━━━ PROVIDED INFORMATION

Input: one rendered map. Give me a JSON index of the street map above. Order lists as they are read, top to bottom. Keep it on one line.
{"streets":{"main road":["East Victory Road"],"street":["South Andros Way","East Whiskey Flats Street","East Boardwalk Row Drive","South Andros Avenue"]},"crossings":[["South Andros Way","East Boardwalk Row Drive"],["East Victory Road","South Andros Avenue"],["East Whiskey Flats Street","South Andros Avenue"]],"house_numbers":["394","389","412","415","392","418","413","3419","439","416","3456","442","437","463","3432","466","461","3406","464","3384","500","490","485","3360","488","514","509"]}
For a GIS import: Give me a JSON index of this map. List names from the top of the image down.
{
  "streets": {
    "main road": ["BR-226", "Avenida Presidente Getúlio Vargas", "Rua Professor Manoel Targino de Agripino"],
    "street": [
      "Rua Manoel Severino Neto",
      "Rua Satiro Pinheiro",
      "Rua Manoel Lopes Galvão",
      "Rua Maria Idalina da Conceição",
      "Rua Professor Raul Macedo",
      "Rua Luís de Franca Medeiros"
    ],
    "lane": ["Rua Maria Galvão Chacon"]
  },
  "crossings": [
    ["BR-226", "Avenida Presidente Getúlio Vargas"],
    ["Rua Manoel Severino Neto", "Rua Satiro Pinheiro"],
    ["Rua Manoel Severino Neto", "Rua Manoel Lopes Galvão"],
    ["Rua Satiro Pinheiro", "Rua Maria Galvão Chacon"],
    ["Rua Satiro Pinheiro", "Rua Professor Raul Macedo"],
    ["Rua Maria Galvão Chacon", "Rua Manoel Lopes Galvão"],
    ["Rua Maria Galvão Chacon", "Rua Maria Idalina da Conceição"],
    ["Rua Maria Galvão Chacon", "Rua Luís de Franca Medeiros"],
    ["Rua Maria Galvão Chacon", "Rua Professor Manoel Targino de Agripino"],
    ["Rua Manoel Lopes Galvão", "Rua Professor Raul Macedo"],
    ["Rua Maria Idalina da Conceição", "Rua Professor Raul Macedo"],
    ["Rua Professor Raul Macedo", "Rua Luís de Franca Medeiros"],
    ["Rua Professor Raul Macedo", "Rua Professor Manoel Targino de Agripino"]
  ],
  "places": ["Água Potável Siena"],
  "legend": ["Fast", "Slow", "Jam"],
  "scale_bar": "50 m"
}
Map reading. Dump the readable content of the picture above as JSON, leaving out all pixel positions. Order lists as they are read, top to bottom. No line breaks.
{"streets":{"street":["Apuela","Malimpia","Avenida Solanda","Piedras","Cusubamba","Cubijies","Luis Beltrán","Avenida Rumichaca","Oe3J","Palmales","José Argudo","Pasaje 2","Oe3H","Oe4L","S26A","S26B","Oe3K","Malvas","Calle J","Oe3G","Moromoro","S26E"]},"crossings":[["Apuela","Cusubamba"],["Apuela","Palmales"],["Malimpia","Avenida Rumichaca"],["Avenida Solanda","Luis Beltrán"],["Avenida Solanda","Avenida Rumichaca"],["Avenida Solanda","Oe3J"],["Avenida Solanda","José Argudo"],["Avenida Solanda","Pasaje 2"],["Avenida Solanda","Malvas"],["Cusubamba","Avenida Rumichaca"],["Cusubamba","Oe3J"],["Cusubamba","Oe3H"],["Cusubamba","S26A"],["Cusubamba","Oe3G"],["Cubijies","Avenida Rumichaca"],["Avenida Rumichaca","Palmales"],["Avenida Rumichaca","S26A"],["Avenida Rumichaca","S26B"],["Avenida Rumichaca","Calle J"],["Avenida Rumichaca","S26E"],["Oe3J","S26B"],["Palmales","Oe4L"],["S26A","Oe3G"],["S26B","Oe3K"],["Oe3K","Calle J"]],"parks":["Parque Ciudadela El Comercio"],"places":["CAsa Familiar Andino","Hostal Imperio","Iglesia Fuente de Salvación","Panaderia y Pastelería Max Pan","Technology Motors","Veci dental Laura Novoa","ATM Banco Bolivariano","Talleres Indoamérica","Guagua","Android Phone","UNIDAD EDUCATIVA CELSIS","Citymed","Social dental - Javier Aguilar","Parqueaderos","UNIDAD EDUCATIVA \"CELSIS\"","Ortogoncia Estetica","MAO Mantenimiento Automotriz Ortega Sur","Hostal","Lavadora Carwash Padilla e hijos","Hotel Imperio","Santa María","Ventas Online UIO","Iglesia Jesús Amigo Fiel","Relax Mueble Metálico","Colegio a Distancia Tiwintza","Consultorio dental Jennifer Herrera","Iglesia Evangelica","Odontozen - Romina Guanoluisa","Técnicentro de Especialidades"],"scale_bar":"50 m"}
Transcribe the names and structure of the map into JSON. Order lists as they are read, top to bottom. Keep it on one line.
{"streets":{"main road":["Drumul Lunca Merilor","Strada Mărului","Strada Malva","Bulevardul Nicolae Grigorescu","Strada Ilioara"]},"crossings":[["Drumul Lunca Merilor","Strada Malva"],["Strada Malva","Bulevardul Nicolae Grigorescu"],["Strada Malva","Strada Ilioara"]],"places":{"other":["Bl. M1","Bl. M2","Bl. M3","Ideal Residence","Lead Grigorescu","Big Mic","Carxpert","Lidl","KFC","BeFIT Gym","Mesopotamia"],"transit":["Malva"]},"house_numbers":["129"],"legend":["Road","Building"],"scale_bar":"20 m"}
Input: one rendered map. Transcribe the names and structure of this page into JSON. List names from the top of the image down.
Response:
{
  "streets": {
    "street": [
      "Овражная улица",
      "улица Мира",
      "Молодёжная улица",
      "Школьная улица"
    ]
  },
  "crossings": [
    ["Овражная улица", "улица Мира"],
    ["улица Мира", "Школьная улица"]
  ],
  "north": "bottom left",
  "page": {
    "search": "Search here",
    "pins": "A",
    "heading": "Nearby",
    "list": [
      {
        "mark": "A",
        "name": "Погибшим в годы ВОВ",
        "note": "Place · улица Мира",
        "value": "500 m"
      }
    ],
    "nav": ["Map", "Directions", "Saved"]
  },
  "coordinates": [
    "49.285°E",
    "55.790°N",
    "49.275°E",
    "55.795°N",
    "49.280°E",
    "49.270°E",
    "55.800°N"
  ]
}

━━━━━━

**TASK TO CARRY OUT:**
From the first line to the last, return the data exactly.

**ANSWER AREA:**
Input: one rendered map. Give me a JSON index of the street map above. Order lists as they are read, top to bottom. Keep it on one line.
{"streets":{"main road":["East Victory Road"],"street":["South Andros Way","East Whiskey Flats Street","East Boardwalk Row Drive","South Andros Avenue"]},"crossings":[["South Andros Way","East Boardwalk Row Drive"],["East Victory Road","South Andros Avenue"],["East Whiskey Flats Street","South Andros Avenue"]],"house_numbers":["394","389","412","415","392","418","413","3419","439","416","3456","442","437","463","3432","466","461","3406","464","3384","500","490","485","3360","488","514","509"]}
For a GIS import: Give me a JSON index of this map. List names from the top of the image down.
{
  "streets": {
    "main road": ["BR-226", "Avenida Presidente Getúlio Vargas", "Rua Professor Manoel Targino de Agripino"],
    "street": [
      "Rua Manoel Severino Neto",
      "Rua Satiro Pinheiro",
      "Rua Manoel Lopes Galvão",
      "Rua Maria Idalina da Conceição",
      "Rua Professor Raul Macedo",
      "Rua Luís de Franca Medeiros"
    ],
    "lane": ["Rua Maria Galvão Chacon"]
  },
  "crossings": [
    ["BR-226", "Avenida Presidente Getúlio Vargas"],
    ["Rua Manoel Severino Neto", "Rua Satiro Pinheiro"],
    ["Rua Manoel Severino Neto", "Rua Manoel Lopes Galvão"],
    ["Rua Satiro Pinheiro", "Rua Maria Galvão Chacon"],
    ["Rua Satiro Pinheiro", "Rua Professor Raul Macedo"],
    ["Rua Maria Galvão Chacon", "Rua Manoel Lopes Galvão"],
    ["Rua Maria Galvão Chacon", "Rua Maria Idalina da Conceição"],
    ["Rua Maria Galvão Chacon", "Rua Luís de Franca Medeiros"],
    ["Rua Maria Galvão Chacon", "Rua Professor Manoel Targino de Agripino"],
    ["Rua Manoel Lopes Galvão", "Rua Professor Raul Macedo"],
    ["Rua Maria Idalina da Conceição", "Rua Professor Raul Macedo"],
    ["Rua Professor Raul Macedo", "Rua Luís de Franca Medeiros"],
    ["Rua Professor Raul Macedo", "Rua Professor Manoel Targino de Agripino"]
  ],
  "places": ["Água Potável Siena"],
  "legend": ["Fast", "Slow", "Jam"],
  "scale_bar": "50 m"
}
Map reading. Dump the readable content of the picture above as JSON, leaving out all pixel positions. Order lists as they are read, top to bottom. No line breaks.
{"streets":{"street":["Apuela","Malimpia","Avenida Solanda","Piedras","Cusubamba","Cubijies","Luis Beltrán","Avenida Rumichaca","Oe3J","Palmales","José Argudo","Pasaje 2","Oe3H","Oe4L","S26A","S26B","Oe3K","Malvas","Calle J","Oe3G","Moromoro","S26E"]},"crossings":[["Apuela","Cusubamba"],["Apuela","Palmales"],["Malimpia","Avenida Rumichaca"],["Avenida Solanda","Luis Beltrán"],["Avenida Solanda","Avenida Rumichaca"],["Avenida Solanda","Oe3J"],["Avenida Solanda","José Argudo"],["Avenida Solanda","Pasaje 2"],["Avenida Solanda","Malvas"],["Cusubamba","Avenida Rumichaca"],["Cusubamba","Oe3J"],["Cusubamba","Oe3H"],["Cusubamba","S26A"],["Cusubamba","Oe3G"],["Cubijies","Avenida Rumichaca"],["Avenida Rumichaca","Palmales"],["Avenida Rumichaca","S26A"],["Avenida Rumichaca","S26B"],["Avenida Rumichaca","Calle J"],["Avenida Rumichaca","S26E"],["Oe3J","S26B"],["Palmales","Oe4L"],["S26A","Oe3G"],["S26B","Oe3K"],["Oe3K","Calle J"]],"parks":["Parque Ciudadela El Comercio"],"places":["CAsa Familiar Andino","Hostal Imperio","Iglesia Fuente de Salvación","Panaderia y Pastelería Max Pan","Technology Motors","Veci dental Laura Novoa","ATM Banco Bolivariano","Talleres Indoamérica","Guagua","Android Phone","UNIDAD EDUCATIVA CELSIS","Citymed","Social dental - Javier Aguilar","Parqueaderos","UNIDAD EDUCATIVA \"CELSIS\"","Ortogoncia Estetica","MAO Mantenimiento Automotriz Ortega Sur","Hostal","Lavadora Carwash Padilla e hijos","Hotel Imperio","Santa María","Ventas Online UIO","Iglesia Jesús Amigo Fiel","Relax Mueble Metálico","Colegio a Distancia Tiwintza","Consultorio dental Jennifer Herrera","Iglesia Evangelica","Odontozen - Romina Guanoluisa","Técnicentro de Especialidades"],"scale_bar":"50 m"}
Transcribe the names and structure of the map into JSON. Order lists as they are read, top to bottom. Keep it on one line.
{"streets":{"main road":["Drumul Lunca Merilor","Strada Mărului","Strada Malva","Bulevardul Nicolae Grigorescu","Strada Ilioara"]},"crossings":[["Drumul Lunca Merilor","Strada Malva"],["Strada Malva","Bulevardul Nicolae Grigorescu"],["Strada Malva","Strada Ilioara"]],"places":{"other":["Bl. M1","Bl. M2","Bl. M3","Ideal Residence","Lead Grigorescu","Big Mic","Carxpert","Lidl","KFC","BeFIT Gym","Mesopotamia"],"transit":["Malva"]},"house_numbers":["129"],"legend":["Road","Building"],"scale_bar":"20 m"}
Input: one rendered map. Transcribe the names and structure of this page into JSON. List names from the top of the image down.
Response:
{
  "streets": {
    "street": [
      "Овражная улица",
      "улица Мира",
      "Молодёжная улица",
      "Школьная улица"
    ]
  },
  "crossings": [
    ["Овражная улица", "улица Мира"],
    ["улица Мира", "Школьная улица"]
  ],
  "north": "bottom left",
  "page": {
    "search": "Search here",
    "pins": "A",
    "heading": "Nearby",
    "list": [
      {
        "mark": "A",
        "name": "Погибшим в годы ВОВ",
        "note": "Place · улица Мира",
        "value": "500 m"
      }
    ],
    "nav": ["Map", "Directions", "Saved"]
  },
  "coordinates": [
    "49.285°E",
    "55.790°N",
    "49.275°E",
    "55.795°N",
    "49.280°E",
    "49.270°E",
    "55.800°N"
  ]
}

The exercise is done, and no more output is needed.